L’ensemble du disque est illuminé d’arrangements à couper le souffle et pas si synthétiques que Cunningham le dit dans le livre de Simon Clair, même si les vrais instruments, à savoir ces cordes mélodramatiques ces guitares rétrospaghetti, y diffusent un halo très “sophistichic”  – je suis sûr que ça se disait à l’époque. Je veux bien comprendre qu’ils aient alors paru nouveau riche, mais pour le coup ils ont extrêmement bien vieilli et semblent presque inédits après toutes ces années (après vous pouvez ne pas être d’accord, je vous écoute si vous voulez vous exprimer dans les commentaires).

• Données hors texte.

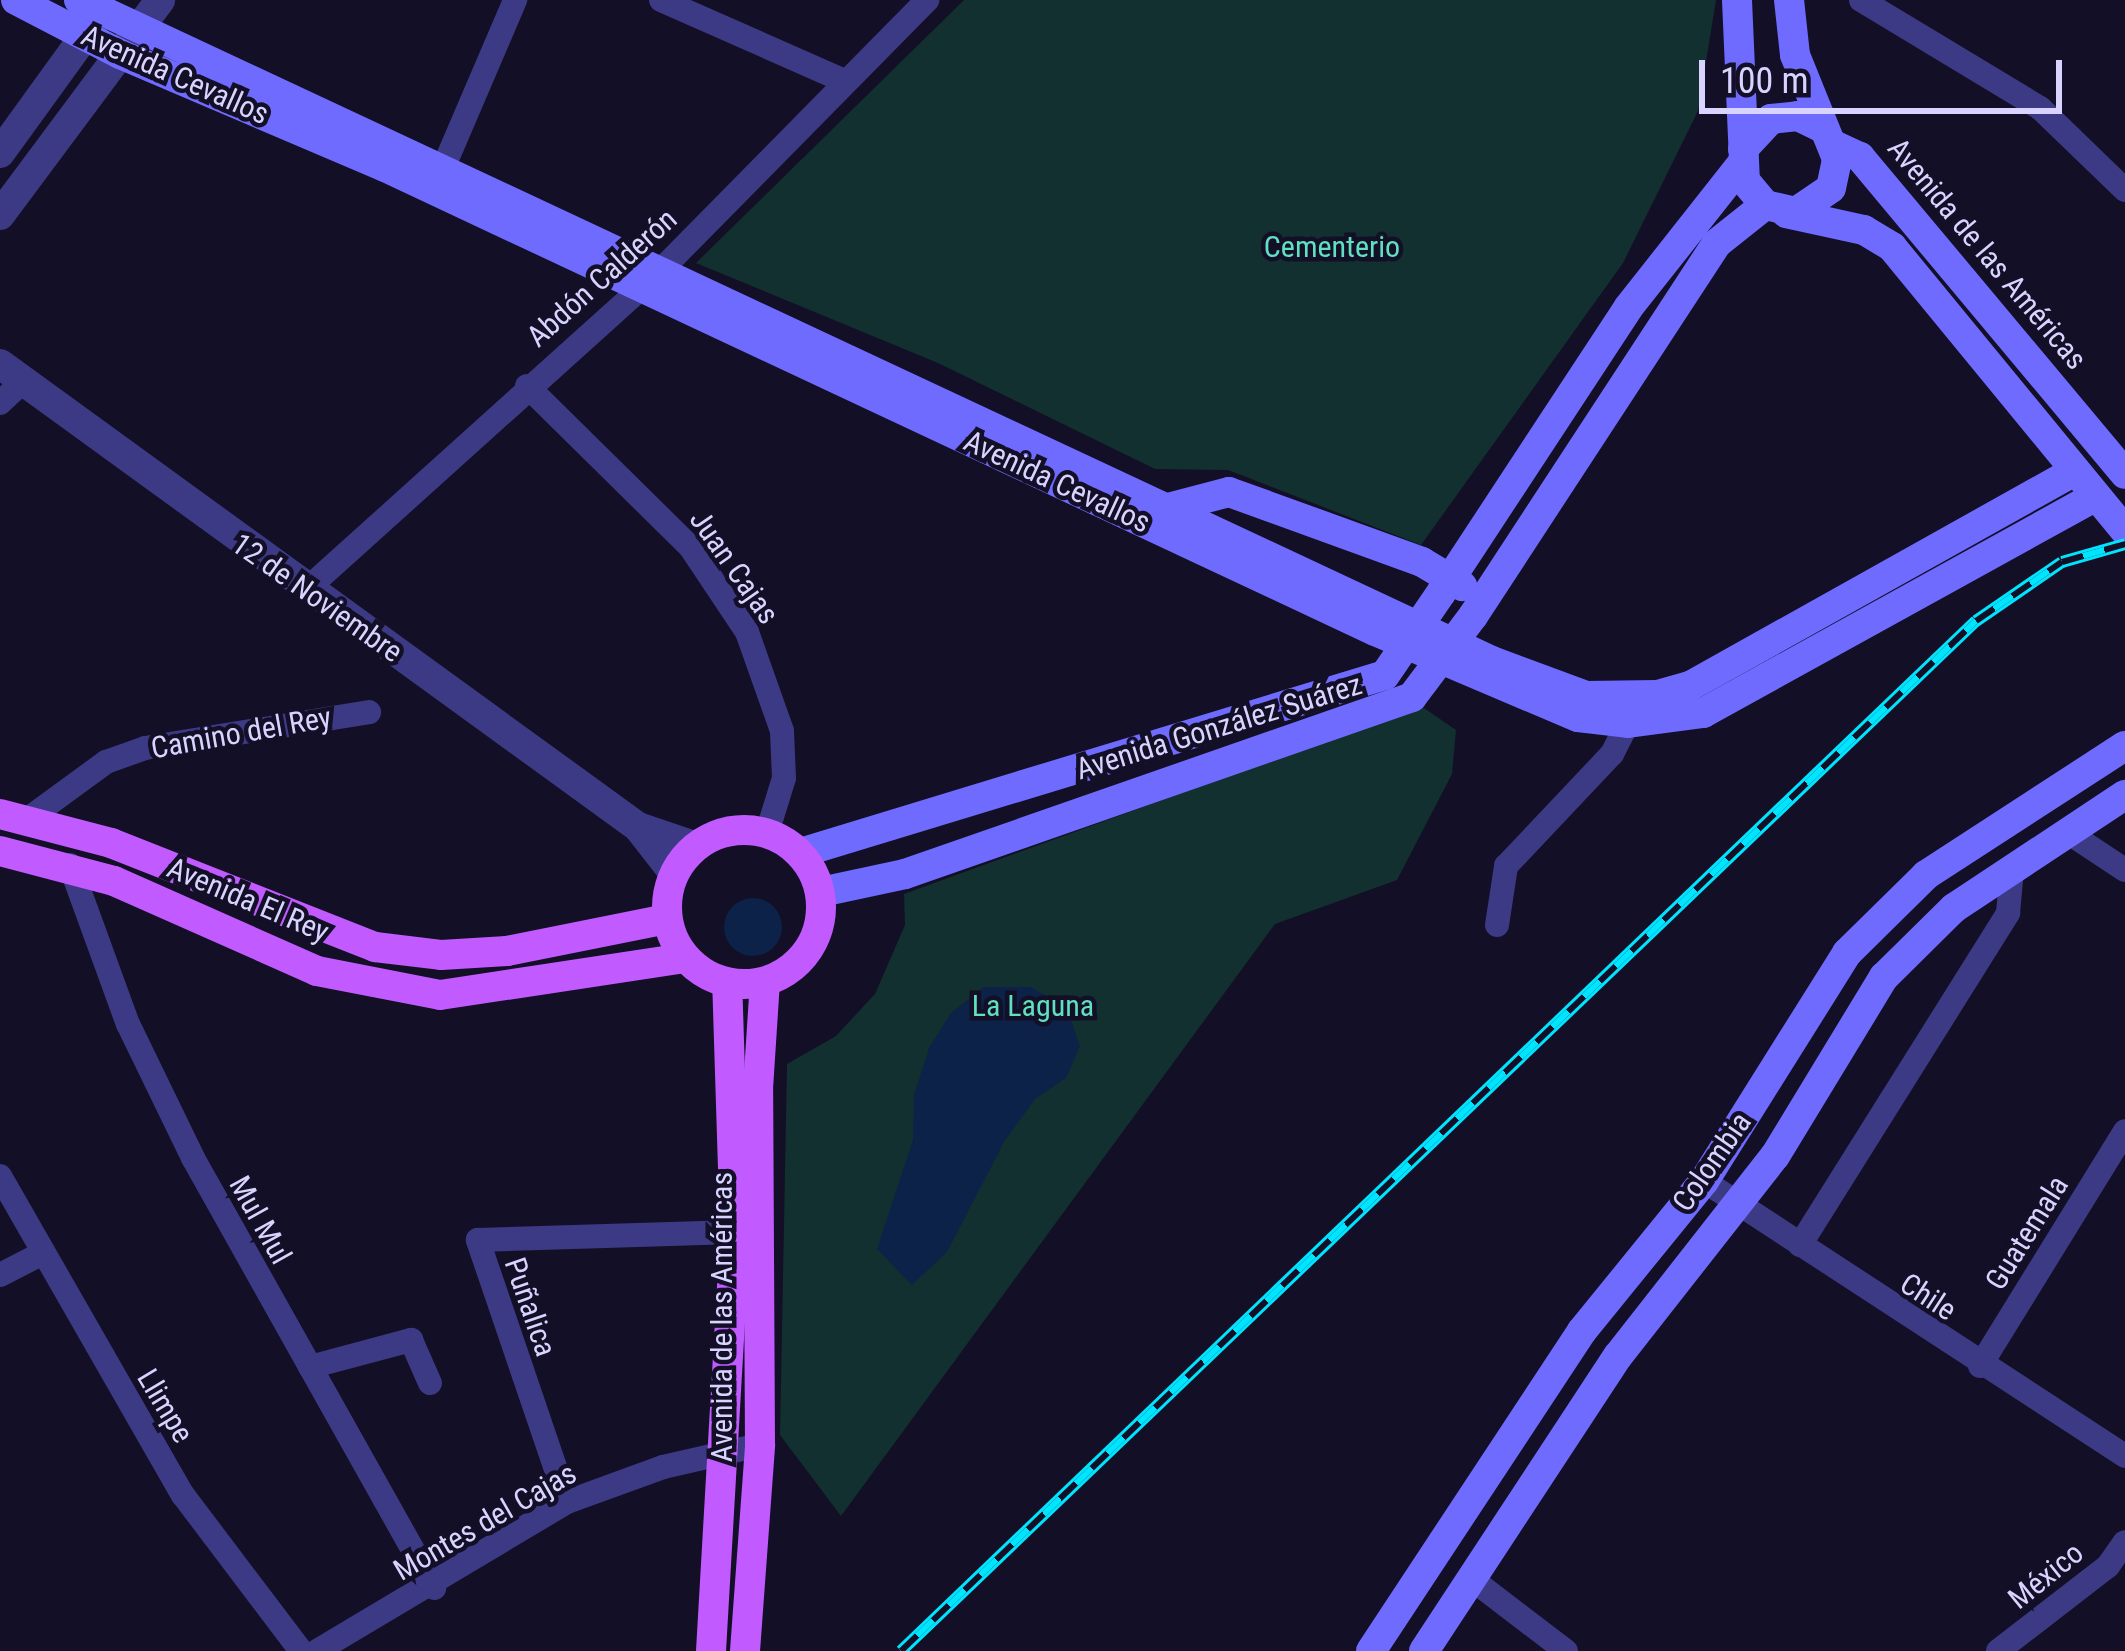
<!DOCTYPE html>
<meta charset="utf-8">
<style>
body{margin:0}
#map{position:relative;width:2125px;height:1651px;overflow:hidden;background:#130f26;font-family:"Roboto Condensed",sans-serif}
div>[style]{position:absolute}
.green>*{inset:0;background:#12302f}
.water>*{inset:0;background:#0c2248}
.round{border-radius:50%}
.minor>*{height:24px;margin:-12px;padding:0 12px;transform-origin:12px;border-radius:12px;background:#3d3a85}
.tertiary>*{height:30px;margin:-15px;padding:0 15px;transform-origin:15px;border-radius:15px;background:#3d3a85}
.secondary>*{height:30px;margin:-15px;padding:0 15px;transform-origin:15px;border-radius:15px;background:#6f6bff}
.primary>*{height:30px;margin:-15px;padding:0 15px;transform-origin:15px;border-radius:15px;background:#c25bff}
.primary>.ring{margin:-15px;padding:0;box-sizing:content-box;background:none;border:30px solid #c25bff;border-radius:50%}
.rail>*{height:12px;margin-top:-6px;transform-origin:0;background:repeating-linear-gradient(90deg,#130f26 0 22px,#00e5ff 0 44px);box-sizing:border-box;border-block:3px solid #00e5ff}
.secondary-bridge>*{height:30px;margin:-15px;padding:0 15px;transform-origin:15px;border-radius:15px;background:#6f6bff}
span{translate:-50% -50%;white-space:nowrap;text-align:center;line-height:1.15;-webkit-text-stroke:9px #130f26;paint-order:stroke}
.street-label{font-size:30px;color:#d9d4ff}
.park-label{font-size:30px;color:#5fe0c0}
.scale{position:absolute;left:1699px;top:60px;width:363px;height:54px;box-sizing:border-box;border:6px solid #d9d4ff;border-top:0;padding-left:15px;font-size:36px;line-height:42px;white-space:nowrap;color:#d9d4ff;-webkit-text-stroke:9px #130f26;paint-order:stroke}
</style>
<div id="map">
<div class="green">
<i style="clip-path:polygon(964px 0,1716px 0,1698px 111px,1623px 263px,1421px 545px,1228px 470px,1155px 469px,938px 363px,696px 263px)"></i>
<i style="clip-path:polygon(1421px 706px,1456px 730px,1452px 774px,1397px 880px,1275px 924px,841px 1516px,780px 1435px,787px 1064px,836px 1036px,875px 994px,905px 925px,904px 894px)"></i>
</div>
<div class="water">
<i class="round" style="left:724px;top:898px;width:58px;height:58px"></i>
<i style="clip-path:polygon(984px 987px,1031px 987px,1067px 1008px,1080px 1046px,1066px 1078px,1035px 1099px,1004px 1142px,947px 1252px,912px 1285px,877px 1249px,913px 1140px,914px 1095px,929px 1048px,951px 1013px)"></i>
</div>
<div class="minor">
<i style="left:661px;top:0;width:198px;rotate:23.8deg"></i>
<i style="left:1861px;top:0;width:209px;rotate:31.1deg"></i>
<i style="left:2040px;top:108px;width:118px;rotate:44deg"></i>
<i style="left:444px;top:166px;width:181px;rotate:-66.8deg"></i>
<i style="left:527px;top:386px;width:231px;rotate:44.6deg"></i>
<i style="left:691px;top:548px;width:101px;rotate:56.3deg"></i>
<i style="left:747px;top:632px;width:105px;rotate:70.5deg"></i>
<i style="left:782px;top:731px;width:47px;rotate:87.6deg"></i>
<i style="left:784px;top:778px;width:58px;rotate:107.2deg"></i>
<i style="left:0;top:403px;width:33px;rotate:-43deg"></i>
<i style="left:307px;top:589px;width:478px;rotate:-42deg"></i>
<i style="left:662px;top:269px;width:378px;rotate:-45.4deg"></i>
<i style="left:28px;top:819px;width:97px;rotate:-36.2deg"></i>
<i style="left:106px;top:762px;width:41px;rotate:-19.7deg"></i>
<i style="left:145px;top:748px;width:227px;rotate:-9.1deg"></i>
<i style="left:2069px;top:833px;width:67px;rotate:33.5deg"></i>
<i style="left:70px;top:865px;width:169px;rotate:70deg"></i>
<i style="left:128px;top:1024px;width:149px;rotate:64.1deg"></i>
<i style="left:193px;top:1158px;width:493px;rotate:60.7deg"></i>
<i style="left:1497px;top:925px;width:60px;rotate:-81.3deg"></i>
<i style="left:1506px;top:866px;width:154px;rotate:-46.6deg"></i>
<i style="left:1612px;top:754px;width:35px;rotate:-63deg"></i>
<i style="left:0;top:1176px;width:368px;rotate:60.2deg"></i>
<i style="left:183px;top:1495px;width:196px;rotate:52.9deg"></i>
<i style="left:1704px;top:1181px;width:503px;rotate:33.15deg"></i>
<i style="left:1800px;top:1245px;width:392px;rotate:-57.9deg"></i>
<i style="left:2008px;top:913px;width:43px;rotate:-84.7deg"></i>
<i style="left:0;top:1275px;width:46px;rotate:-27.1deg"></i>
<i style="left:1980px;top:1366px;width:276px;rotate:-58.3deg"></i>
<i style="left:310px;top:1367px;width:105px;rotate:-15deg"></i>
<i style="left:411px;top:1340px;width:47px;rotate:66.2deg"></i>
<i style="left:567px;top:1502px;width:277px;rotate:-108.8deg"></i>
<i style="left:478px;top:1240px;width:257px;rotate:-1.8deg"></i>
<i style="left:1473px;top:1580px;width:117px;rotate:37.4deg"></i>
<i style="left:317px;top:1651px;width:291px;rotate:-30.8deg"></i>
<i style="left:567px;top:1502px;width:102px;rotate:-20deg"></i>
<i style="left:663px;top:1467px;width:99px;rotate:-12.8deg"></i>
<i style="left:1998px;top:1651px;width:139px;rotate:-37.7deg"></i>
<i style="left:2108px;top:1566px;width:29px;rotate:-55deg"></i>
</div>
<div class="tertiary">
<i style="left:0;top:153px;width:170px;rotate:-54.1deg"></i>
<i style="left:0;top:215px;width:268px;rotate:-53.3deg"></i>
<i style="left:0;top:364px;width:788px;rotate:35.97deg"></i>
<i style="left:638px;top:827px;width:58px;rotate:52deg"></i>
<i style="left:638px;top:827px;width:59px;rotate:18.7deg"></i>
</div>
<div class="secondary">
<i style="left:16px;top:0;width:117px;rotate:27.4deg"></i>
<i style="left:120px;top:54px;width:288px;rotate:23.1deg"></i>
<i style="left:385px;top:167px;width:1093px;rotate:25.11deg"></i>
<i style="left:1375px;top:631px;width:220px;rotate:23deg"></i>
<i style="left:1578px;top:717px;width:50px;rotate:6.8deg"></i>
<i style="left:1628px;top:723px;width:76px;rotate:-7.6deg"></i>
<i style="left:1703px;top:713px;width:449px;rotate:-28.9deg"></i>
<i style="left:79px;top:0;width:1560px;rotate:25.07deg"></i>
<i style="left:1492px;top:661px;width:100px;rotate:20.4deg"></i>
<i style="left:1586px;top:696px;width:72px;rotate:-0.8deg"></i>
<i style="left:1658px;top:695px;width:33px;rotate:-16deg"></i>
<i style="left:1690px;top:686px;width:441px;rotate:-29.2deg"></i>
<i style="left:1737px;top:0;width:181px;rotate:87.5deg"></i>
<i style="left:1745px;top:181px;width:31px;rotate:50deg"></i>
<i style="left:1765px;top:205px;width:32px;rotate:13deg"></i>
<i style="left:1796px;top:212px;width:42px;rotate:-34.4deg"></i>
<i style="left:1831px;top:188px;width:30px;rotate:-78deg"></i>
<i style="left:1837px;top:159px;width:112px;rotate:-112deg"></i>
<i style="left:1795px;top:55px;width:55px;rotate:-96.2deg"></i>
<i style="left:1834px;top:145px;width:29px;rotate:25deg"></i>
<i style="left:1860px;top:157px;width:413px;rotate:50.1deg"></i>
<i style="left:1743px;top:149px;width:41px;rotate:-47deg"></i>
<i style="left:1771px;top:119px;width:27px;rotate:-6deg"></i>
<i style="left:1798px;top:116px;width:28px;rotate:26deg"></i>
<i style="left:1786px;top:213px;width:80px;rotate:12.3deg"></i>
<i style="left:1864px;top:230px;width:33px;rotate:31deg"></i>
<i style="left:1892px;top:247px;width:367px;rotate:50.6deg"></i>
<i style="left:1168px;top:508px;width:63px;rotate:-14.7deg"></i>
<i style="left:1229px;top:492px;width:205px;rotate:19.9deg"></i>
<i style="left:1422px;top:562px;width:47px;rotate:31deg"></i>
<i style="left:1441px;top:593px;width:341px;rotate:-56.7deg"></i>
<i style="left:1628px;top:308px;width:182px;rotate:-51.7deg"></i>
<i style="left:1473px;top:616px;width:444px;rotate:-56.8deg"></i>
<i style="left:1716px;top:244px;width:63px;rotate:-38.5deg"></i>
<i style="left:800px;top:853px;width:611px;rotate:-16.92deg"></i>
<i style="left:821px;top:892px;width:86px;rotate:-12.1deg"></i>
<i style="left:905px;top:874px;width:537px;rotate:-19.24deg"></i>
<i style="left:1371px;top:1651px;width:383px;rotate:-56.6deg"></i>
<i style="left:1582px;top:1331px;width:193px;rotate:-50.9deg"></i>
<i style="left:1704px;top:1181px;width:269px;rotate:-57.9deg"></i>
<i style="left:1847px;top:953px;width:111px;rotate:-44.6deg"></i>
<i style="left:1926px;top:875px;width:237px;rotate:-33deg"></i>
<i style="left:1424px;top:1651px;width:353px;rotate:-56.7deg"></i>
<i style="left:1618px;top:1356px;width:254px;rotate:-51.9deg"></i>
<i style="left:1775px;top:1156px;width:210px;rotate:-58.7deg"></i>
<i style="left:1884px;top:977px;width:98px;rotate:-44.6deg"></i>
<i style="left:1954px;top:908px;width:205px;rotate:-33.5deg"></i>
</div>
<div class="primary">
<i style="left:0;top:814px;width:115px;rotate:14.6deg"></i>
<i style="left:111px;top:843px;width:284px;rotate:21.5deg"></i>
<i style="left:375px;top:947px;width:66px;rotate:6.9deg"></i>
<i style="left:441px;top:955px;width:66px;rotate:-3.5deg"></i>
<i style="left:507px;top:951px;width:163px;rotate:-11.3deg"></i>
<i class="ring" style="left:667px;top:830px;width:124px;height:124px"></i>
<i style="left:0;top:851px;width:118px;rotate:14.7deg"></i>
<i style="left:114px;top:881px;width:222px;rotate:23.9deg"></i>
<i style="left:317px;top:971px;width:125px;rotate:11deg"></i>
<i style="left:440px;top:995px;width:248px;rotate:-8.6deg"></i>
<i style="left:711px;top:1651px;width:420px;rotate:-86.7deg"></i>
<i style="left:735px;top:1232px;width:249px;rotate:-91.8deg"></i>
<i style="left:745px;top:1651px;width:207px;rotate:-85.8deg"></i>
<i style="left:760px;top:1445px;width:356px;rotate:-90.3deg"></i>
<i style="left:758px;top:1089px;width:107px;rotate:-86.3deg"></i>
</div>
<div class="rail">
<i style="left:901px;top:1651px;width:1489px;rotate:-43.78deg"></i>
<i style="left:1976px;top:621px;width:104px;rotate:-34.5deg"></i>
<i style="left:2062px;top:562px;width:66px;rotate:-15.9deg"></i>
</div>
<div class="secondary-bridge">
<i style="left:1385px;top:675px;width:99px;rotate:-55.7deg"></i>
<i style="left:1412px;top:697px;width:101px;rotate:-53deg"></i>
</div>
<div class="street-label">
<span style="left:175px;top:75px;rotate:24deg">Avenida Cevallos</span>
<span style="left:1987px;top:254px;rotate:50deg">Avenida de las Américas</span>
<span style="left:602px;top:278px;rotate:-42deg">Abdón Calderón</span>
<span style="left:1057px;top:482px;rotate:25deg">Avenida Cevallos</span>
<span style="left:734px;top:567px;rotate:55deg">Juan Cajas</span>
<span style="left:317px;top:598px;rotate:35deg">12 de Noviembre</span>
<span style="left:1219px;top:727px;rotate:-17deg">Avenida González Suárez</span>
<span style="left:241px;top:733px;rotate:-10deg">Camino del Rey</span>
<span style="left:248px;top:900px;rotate:23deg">Avenida El Rey</span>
<span style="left:1712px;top:1162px;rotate:-55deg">Colombia</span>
<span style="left:260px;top:1220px;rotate:61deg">Mul Mul</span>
<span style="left:2027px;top:1233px;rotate:-58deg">Guatemala</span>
<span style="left:1928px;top:1297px;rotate:33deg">Chile</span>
<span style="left:530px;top:1307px;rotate:71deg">Puñalica</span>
<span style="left:722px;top:1317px;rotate:-90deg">Avenida de las Américas</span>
<span style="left:165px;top:1406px;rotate:59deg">Llimpe</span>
<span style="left:485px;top:1522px;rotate:-30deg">Montes del Cajas</span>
<span style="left:2046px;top:1576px;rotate:-39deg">México</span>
</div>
<div class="park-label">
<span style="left:1332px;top:247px">Cementerio</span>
<span style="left:1033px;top:1006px">La Laguna</span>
</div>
<div class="scale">100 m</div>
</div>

Mais c’est donc surtout lorsqu’ils sont associés, sur les titres que j’ai cités, à ce que fait Lizzy au micro qu’ils revêtent un éclat totalement astral. Commerciaux mais amples, ils mettent en valeur sa voix mieux que tous ceux ce qui les ont précédés. Avec une interprète plus classique, ça ne donnerait sûrement que de la pop internationale de bon goût, un simple décor soigné mais dénué de souffle. Mais chez elle, ça se transforme en récit captivant, vibrant de fantasmes, et moi qui suis souvent peu attentif aux paroles je me suis retrouvé en découvrant « Échec et mat » ou « L’heure bleue » à guetter ce qu’elle allait bien pouvoir dire à chaque phrase. C’est aussi qu’elle joue un personnage multiple et unique dans la pop française, tout à la fois femme fatale, garçon manqué, cocue blasée et vagabonde faucheuse de bijoux. Elle passe d’une déclaration fatale à un jeu de mots absurde, saute d’une crevasse à briser le cœur à un promontoire railleur. Elle joue tranquillement avec l’ordre qui doit être celui de la chanson française, parce que j’imagine qu’à l’époque, elle s’en tape, de la chanson française. Et elle effectue sans trop de heurts l’aller-retour entre sa technique toute fraîche et ses habitudes de gamine qui fait n’importe quoi.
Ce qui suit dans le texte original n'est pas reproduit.